● **The data**
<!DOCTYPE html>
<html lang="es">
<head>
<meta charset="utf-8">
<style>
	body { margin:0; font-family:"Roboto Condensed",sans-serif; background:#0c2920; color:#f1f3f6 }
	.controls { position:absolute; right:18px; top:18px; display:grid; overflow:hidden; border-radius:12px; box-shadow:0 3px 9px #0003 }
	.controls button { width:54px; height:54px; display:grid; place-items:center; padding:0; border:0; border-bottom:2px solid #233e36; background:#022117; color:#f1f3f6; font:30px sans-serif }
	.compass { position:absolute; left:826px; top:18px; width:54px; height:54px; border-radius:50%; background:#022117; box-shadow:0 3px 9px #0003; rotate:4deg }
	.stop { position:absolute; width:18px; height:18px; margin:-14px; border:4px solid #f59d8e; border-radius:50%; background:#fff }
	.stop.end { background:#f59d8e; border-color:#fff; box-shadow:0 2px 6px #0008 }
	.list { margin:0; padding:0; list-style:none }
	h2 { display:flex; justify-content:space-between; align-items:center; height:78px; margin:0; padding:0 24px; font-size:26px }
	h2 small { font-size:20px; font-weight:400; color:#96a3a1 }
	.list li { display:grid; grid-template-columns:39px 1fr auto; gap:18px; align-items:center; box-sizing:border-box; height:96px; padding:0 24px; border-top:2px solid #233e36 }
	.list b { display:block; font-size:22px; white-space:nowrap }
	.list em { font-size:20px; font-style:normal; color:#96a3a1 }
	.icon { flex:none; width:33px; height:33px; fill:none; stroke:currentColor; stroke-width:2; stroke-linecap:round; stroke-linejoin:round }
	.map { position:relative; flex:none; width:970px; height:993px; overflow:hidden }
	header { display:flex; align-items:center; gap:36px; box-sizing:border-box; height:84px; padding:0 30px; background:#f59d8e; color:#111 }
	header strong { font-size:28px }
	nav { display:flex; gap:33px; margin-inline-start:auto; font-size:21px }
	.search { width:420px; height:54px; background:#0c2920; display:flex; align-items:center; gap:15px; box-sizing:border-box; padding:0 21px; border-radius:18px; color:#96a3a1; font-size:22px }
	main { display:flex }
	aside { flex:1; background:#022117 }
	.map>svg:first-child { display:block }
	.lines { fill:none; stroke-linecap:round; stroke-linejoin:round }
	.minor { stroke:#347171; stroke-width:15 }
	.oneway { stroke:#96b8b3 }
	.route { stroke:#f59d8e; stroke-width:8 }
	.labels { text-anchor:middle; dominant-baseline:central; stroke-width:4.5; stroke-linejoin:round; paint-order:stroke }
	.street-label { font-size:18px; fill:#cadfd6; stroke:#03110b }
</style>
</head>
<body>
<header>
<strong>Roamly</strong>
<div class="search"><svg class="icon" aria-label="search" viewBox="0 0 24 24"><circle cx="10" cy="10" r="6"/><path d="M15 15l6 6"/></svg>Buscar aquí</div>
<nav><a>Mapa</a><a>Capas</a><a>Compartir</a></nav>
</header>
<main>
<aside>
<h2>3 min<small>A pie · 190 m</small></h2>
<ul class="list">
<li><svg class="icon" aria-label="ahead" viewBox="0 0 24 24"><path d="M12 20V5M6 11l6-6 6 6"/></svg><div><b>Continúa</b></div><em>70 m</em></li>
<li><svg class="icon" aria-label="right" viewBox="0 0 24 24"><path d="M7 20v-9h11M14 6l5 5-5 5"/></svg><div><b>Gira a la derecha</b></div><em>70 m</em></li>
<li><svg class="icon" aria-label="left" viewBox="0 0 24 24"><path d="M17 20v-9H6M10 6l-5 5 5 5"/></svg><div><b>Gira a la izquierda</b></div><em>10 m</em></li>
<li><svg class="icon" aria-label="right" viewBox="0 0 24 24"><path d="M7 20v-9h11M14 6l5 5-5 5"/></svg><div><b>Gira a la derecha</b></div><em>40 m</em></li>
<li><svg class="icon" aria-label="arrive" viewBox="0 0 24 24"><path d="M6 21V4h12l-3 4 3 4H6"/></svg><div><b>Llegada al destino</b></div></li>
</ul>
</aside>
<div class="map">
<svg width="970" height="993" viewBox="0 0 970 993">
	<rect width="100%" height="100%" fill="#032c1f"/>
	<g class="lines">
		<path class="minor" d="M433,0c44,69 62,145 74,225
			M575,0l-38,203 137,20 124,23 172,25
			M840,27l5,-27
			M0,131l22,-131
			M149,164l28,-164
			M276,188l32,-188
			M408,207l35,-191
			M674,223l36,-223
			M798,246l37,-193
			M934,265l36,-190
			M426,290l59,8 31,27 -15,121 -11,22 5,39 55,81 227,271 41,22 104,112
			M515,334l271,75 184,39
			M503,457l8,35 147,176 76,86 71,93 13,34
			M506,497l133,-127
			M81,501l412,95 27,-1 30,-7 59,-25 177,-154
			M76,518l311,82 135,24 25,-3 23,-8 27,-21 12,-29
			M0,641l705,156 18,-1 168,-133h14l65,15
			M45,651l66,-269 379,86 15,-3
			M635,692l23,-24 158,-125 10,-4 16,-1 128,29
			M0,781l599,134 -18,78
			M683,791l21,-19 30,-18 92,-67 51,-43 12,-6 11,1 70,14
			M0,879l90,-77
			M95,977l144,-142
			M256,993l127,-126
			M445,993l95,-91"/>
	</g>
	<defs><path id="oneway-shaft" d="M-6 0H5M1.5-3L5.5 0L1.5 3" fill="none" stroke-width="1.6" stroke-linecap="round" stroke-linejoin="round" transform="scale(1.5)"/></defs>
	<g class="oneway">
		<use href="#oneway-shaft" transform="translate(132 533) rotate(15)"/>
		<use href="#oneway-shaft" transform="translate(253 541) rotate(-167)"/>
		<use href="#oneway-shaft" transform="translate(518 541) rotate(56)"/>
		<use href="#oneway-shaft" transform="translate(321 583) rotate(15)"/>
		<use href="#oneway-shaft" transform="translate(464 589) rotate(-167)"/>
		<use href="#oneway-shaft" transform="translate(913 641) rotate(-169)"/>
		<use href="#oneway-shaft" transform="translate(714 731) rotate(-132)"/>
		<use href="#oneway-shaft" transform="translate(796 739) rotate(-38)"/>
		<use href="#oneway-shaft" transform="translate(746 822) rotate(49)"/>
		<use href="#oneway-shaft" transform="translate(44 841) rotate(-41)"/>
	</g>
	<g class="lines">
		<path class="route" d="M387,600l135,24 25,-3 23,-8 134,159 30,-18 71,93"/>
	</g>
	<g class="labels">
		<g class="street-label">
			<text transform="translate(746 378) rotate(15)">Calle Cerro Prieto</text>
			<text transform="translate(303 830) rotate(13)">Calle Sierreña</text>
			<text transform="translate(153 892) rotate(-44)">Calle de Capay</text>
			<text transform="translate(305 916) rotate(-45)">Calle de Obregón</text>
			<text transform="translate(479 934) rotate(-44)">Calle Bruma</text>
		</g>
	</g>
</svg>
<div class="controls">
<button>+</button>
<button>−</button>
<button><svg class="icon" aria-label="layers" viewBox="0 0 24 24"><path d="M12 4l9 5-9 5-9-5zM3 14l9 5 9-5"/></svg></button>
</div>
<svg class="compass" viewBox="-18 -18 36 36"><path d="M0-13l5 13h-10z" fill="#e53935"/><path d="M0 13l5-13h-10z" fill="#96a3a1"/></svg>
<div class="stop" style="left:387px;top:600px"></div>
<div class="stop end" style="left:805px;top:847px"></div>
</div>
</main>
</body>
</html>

● **Instructions for the task**
The task calls for all lines in the entries that hold "absolute".

● **Result**
	.controls { position:absolute; right:18px; top:18px; display:grid; overflow:hidden; border-radius:12px; box-shadow:0 3px 9px #0003 }
	.compass { position:absolute; left:826px; top:18px; width:54px; height:54px; border-radius:50%; background:#022117; box-shadow:0 3px 9px #0003; rotate:4deg }
	.stop { position:absolute; width:18px; height:18px; margin:-14px; border:4px solid #f59d8e; border-radius:50%; background:#fff }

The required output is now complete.